Alaska Airlines bets on efficiency to combat rising costs
Alaska's Horizon is upgrading its fleet of fuel-efficient Q400 turboprops as a way to trim fuel expenses.
Rising fuel costs, and strategies to stay profitable despite them, dominated Alaska Air Group Inc.'s first-quarter conference call Thursday.
The company reported its second-best ever net income for the first quarter, $28.3 million on $1.04 billion in revenues, partly a result of strategies to generate more revenue in the first quarter, normally the weakest of the year.
But looking forward, continued increases in fuel costs will challenge the company’s ability to fill planes and make money from those flights, suggested Brad Tilden, Alaska Air Group’s chief executive officer elect, who is replacing Bill Ayer, retiring as CEO on May 15.

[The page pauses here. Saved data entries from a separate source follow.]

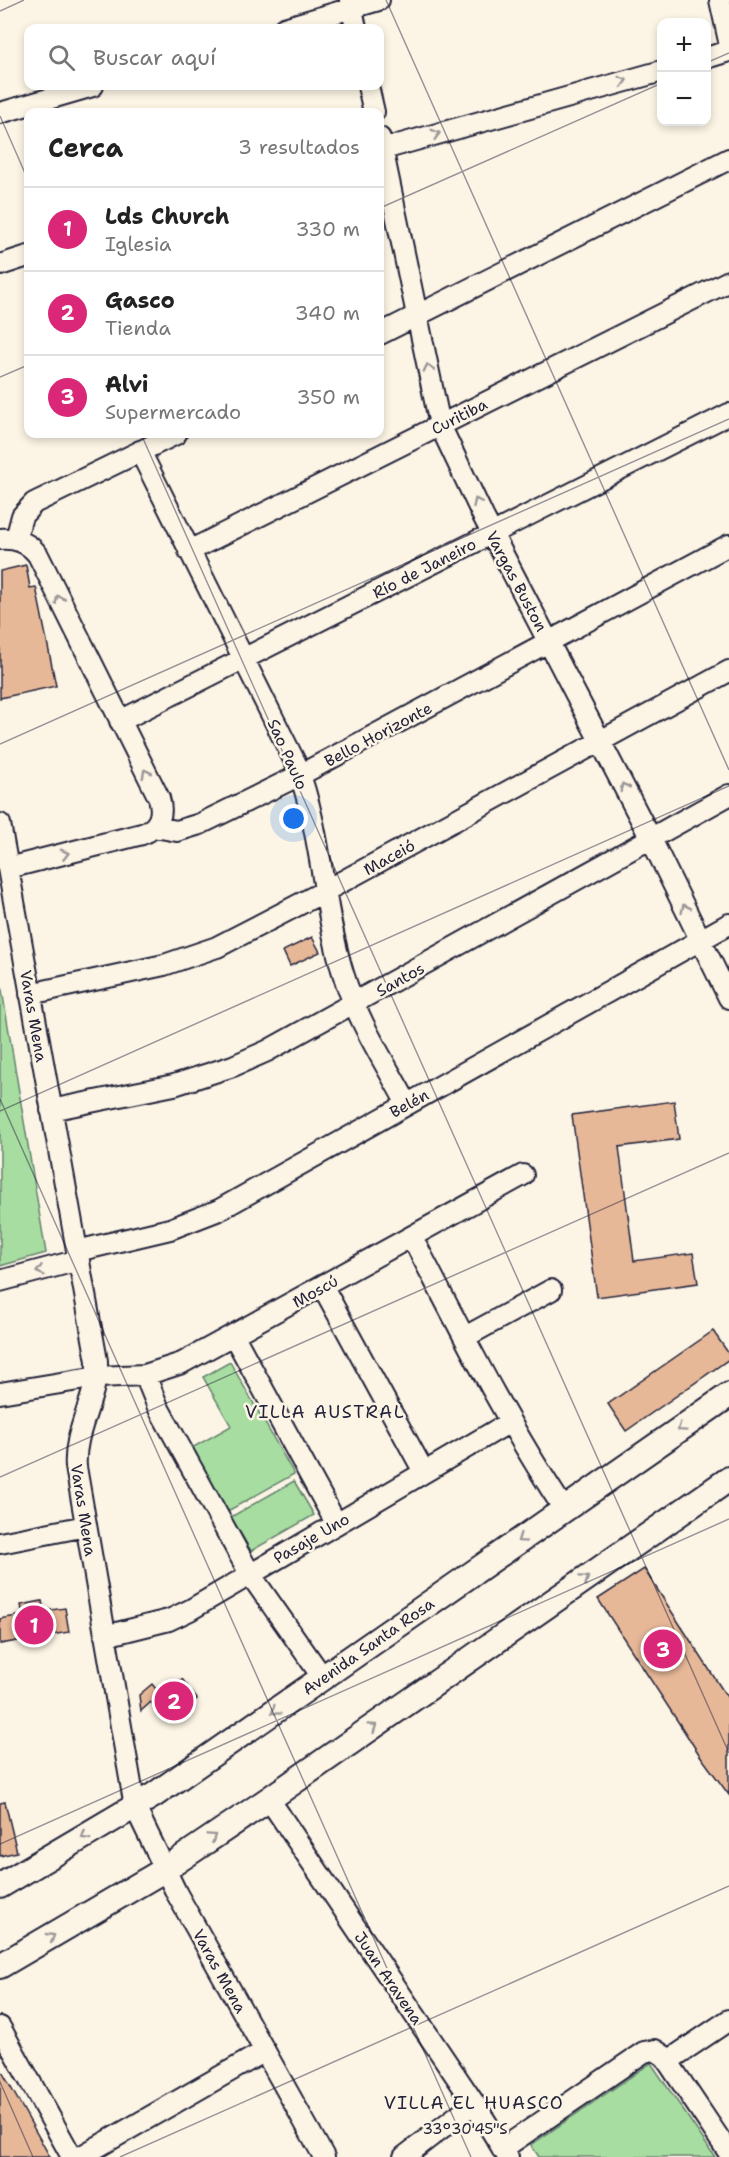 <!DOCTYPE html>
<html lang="es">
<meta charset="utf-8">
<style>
:root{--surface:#fff;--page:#f6f6f6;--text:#222;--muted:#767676;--line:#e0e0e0;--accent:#db2777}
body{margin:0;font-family:"Shantell Sans",sans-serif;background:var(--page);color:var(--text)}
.controls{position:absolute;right:18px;top:18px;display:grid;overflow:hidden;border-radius:12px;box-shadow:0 3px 9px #0003}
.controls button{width:54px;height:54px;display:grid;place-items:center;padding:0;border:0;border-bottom:2px solid var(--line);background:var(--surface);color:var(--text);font:30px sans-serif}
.you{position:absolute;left:294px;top:819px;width:21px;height:21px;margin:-15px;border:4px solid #fff;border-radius:50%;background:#1a73e8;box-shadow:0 0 0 9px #1a73e833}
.badge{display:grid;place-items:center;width:39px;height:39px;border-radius:50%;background:var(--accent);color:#fff;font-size:20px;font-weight:700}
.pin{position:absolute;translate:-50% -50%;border:3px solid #fff;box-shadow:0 2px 6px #0006}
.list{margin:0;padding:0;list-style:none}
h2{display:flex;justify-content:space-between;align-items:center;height:78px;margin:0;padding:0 24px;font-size:26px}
h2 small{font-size:20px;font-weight:400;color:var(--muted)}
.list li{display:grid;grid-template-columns:39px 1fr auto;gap:18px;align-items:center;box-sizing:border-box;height:84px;padding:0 24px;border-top:2px solid var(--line)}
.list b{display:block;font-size:22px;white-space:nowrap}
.list p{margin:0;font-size:20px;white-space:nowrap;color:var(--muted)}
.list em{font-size:20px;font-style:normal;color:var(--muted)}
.icon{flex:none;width:33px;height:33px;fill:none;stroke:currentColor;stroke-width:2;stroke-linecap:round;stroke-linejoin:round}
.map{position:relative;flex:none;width:729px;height:2157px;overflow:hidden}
.search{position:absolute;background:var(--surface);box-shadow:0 3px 9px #0003;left:24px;top:24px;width:360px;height:66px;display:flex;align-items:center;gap:15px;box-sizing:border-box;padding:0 21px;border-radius:12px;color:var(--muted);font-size:22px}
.panel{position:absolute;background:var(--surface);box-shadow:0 3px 9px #0003;left:24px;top:108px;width:360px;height:330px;border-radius:12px}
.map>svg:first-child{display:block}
</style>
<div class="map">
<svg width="729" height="2157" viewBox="0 0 729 2157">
<rect width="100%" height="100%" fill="#fcf5e5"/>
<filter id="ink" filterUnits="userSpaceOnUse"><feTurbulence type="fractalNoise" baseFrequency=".0167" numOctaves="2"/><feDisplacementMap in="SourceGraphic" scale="12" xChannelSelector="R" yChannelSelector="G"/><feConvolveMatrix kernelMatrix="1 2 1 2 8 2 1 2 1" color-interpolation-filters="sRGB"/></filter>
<g filter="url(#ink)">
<path fill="#a7dda0" stroke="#64806e" stroke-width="1.5" d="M 0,978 L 46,1253 L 0,1266 Z
M 230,1362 L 294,1474 L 226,1512 L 190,1449 L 231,1426 L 203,1377 Z
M 294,1481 L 314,1515 L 251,1551 L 231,1517 Z
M 651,2063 L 715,2157 L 539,2157 L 531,2145 Z"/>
<path fill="#e7b898" stroke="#22223b" stroke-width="1.5" d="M 26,565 L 30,588 L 36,587 L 56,686 L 0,698 L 0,571 Z
M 312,937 L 320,952 L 290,966 L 283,951 Z
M 674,1101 L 679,1139 L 619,1147 L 634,1261 L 693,1253 L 698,1283 L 597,1297 L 572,1115 Z
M 713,1331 L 729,1354 L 729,1359 L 626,1431 L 608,1404 Z
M 644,1569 L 729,1700 L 729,1795 L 699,1754 L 598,1599 Z
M 42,1601 L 44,1611 L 65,1608 L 69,1632 L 0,1644 L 0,1619 L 23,1615 L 21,1605 Z
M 182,1679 L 197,1699 L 167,1722 L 151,1702 L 141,1711 L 139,1695 L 152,1684 L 160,1694 L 153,1700 Z
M 5,1802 L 17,1852 L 0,1856 L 0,1803 Z
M 0,2068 L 50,2157 L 0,2157 Z"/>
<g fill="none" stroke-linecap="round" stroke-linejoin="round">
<g stroke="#22223b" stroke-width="24">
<path id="minor" d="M 350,0 L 356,28
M 720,0 L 729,41
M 284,28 L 379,0
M 706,58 L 729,51
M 368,86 L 374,112
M 0,113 L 93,86
M 380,138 L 440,425 L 483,516 L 651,839 L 729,998
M 380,150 L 662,71
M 0,265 L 28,256
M 380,334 L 729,159
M 140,451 L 296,764 C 322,831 322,904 343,973 C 357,1020 384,1061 407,1104
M 0,539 C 16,538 28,542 38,555 L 159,798 C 164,815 159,828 142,834 L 8,868
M 16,539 L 22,516 L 34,503 L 176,434
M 189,551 L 729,281
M 120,721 L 729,414
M 0,824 L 97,1361 C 98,1398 73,1430 76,1467 L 135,1807 L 177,1894 L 324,2157
M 155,827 L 177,831 L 200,824 L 300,775 L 729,545
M 30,994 L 164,965 L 217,947 L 325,891 L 729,671
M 51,1110 L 174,1085 L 233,1066 L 267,1051 L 729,795
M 412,1237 C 460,1329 506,1422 564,1509
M 77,1251 L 170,1229 L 219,1210 L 729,924
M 0,1281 L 79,1260
M 323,1287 L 424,1472
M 234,1336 L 336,1523
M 465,1337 L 551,1290
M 145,1375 L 158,1407 L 250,1574 L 323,1678
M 0,1393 L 97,1377 L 145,1375 L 182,1363 L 523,1175
M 0,1543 L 86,1526
M 105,1636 L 169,1620 L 190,1610 L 510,1422
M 269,1799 L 474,2103 L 508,2157
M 0,2027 L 72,2157
M 668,2061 L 729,2020
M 502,2149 L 644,2052 L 655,2050 L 664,2056 L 729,2153
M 80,2157 L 265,2051
M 404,2157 L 474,2103"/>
</g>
<g stroke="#22223b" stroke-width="28">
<path id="major" d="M 0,1886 L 154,1795 L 729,1395
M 0,1966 L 164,1870 L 269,1799 L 729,1479"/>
</g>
<use href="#minor" stroke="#fcf5e5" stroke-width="20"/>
<use href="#major" stroke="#fcf5e5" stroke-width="24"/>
</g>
<defs><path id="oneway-chevron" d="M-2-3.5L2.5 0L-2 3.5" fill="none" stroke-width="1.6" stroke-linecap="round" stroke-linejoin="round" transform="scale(1.5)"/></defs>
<g stroke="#9a9698">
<use href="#oneway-chevron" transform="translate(623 81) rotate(-16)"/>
<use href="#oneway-chevron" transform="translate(436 134) rotate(-16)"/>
<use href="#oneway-chevron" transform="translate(428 368) rotate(-102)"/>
<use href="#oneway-chevron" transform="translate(477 502) rotate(-115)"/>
<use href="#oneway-chevron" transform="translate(59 599) rotate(-116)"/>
<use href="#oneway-chevron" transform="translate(146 773) rotate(-117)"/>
<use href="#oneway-chevron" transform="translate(624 787) rotate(-117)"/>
<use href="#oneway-chevron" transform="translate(65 854) rotate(-14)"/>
<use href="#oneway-chevron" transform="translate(685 908) rotate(-116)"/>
<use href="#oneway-chevron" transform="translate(40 1271) rotate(165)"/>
<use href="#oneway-chevron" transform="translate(681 1428) rotate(145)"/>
<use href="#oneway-chevron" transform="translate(521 1539) rotate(145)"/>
<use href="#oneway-chevron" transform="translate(585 1579) rotate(-34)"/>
<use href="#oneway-chevron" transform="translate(275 1711) rotate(145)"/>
<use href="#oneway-chevron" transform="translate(373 1727) rotate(-35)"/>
<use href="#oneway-chevron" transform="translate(85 1836) rotate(149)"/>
<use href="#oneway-chevron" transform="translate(212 1837) rotate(-34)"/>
<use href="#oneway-chevron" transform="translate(51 1937) rotate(-30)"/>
</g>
</g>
<path fill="none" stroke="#22223b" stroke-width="1.5" stroke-opacity="0.45" d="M 386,0 L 729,770M 0,11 L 24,0M 706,63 L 729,53M 0,116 L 28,180M 380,208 L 662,83M 0,377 L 28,365M 141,434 L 729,1753M 0,744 L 729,419M 0,1099 L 471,2157M 0,1111 L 729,786M 0,1477 L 729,1153M 0,1844 L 729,1519M 0,2082 L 33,2157M 120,2157 L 729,1886"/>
<g text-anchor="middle" stroke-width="5" stroke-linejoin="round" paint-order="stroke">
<g font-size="16" fill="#22223b" stroke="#fcf5e5">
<text transform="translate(459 416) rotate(-27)" y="6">Curitiba</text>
<text transform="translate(424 568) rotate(-27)" y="6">Río de Janeiro</text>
<text transform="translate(517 581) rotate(62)" y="6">Vargas Buston</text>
<text transform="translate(378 734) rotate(-28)" y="6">Bello Horizonte</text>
<text transform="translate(288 754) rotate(66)" y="6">Sao Paulo</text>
<text transform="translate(389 857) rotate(-29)" y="6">Maceió</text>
<text transform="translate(400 979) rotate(-29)" y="6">Santos</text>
<text transform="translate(34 1016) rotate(80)" y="6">Varas Mena</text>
<text transform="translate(409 1103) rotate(-29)" y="6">Belén</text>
<text transform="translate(315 1291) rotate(-29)" y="6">Moscú</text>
<text transform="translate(84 1510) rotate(81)" y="6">Varas Mena</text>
<text transform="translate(311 1538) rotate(-30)" y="6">Pasaje Uno</text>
<text transform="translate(368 1646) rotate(-35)" y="6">Avenida Santa Rosa</text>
<text transform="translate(220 1971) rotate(61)" y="6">Varas Mena</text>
<text transform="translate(389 1978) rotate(56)" y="6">Juan Aravena</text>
</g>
<g font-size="18" letter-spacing="1.5" fill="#22223b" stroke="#fcf5e5">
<text x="325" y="1418">VILLA AUSTRAL</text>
<text x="474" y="2109">VILLA EL HUASCO</text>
</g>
</g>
<g font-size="15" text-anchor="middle" fill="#22223b" stroke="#fcf5e5" stroke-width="5" stroke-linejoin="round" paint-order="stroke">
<text x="465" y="2134">33°30'45"S</text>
</g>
</svg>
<div class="controls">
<button>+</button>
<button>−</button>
</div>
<div class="you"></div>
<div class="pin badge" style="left:34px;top:1625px">1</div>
<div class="pin badge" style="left:174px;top:1701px">2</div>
<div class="pin badge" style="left:663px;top:1649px">3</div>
<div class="search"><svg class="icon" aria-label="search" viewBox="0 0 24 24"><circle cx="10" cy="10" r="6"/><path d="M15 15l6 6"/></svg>Buscar aquí</div>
<section class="panel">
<h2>Cerca<small>3 resultados</small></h2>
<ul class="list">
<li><span class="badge">1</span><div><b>Lds Church</b><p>Iglesia</p></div><em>330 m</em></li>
<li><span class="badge">2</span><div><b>Gasco</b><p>Tienda</p></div><em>340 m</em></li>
<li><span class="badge">3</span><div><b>Alvi</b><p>Supermercado</p></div><em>350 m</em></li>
</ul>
</section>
</div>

We’re “cautiously optimistic about 2012 ... the biggest headwind is fuel prices,” Tilden said.
For instance, in the first quarter ended March 31, fuel costs climbed 64 percent to $319 million, compared with the same period in 2011.
“If fuel stays at current levels, it will add $180 million on the fuel bill, compared to 2011,” said Brandon Pederson, Alaska Air Group CFO.
To control fuel consumption, the company is focused on developing the most efficient fleet possible, executives said.
The most recent direction is swapping up to several larger aircraft, for instance replacing three Boeing 737-700s with larger 737-900ERs for Alaska Airlines, yielding slightly better fuel burn rates per seat.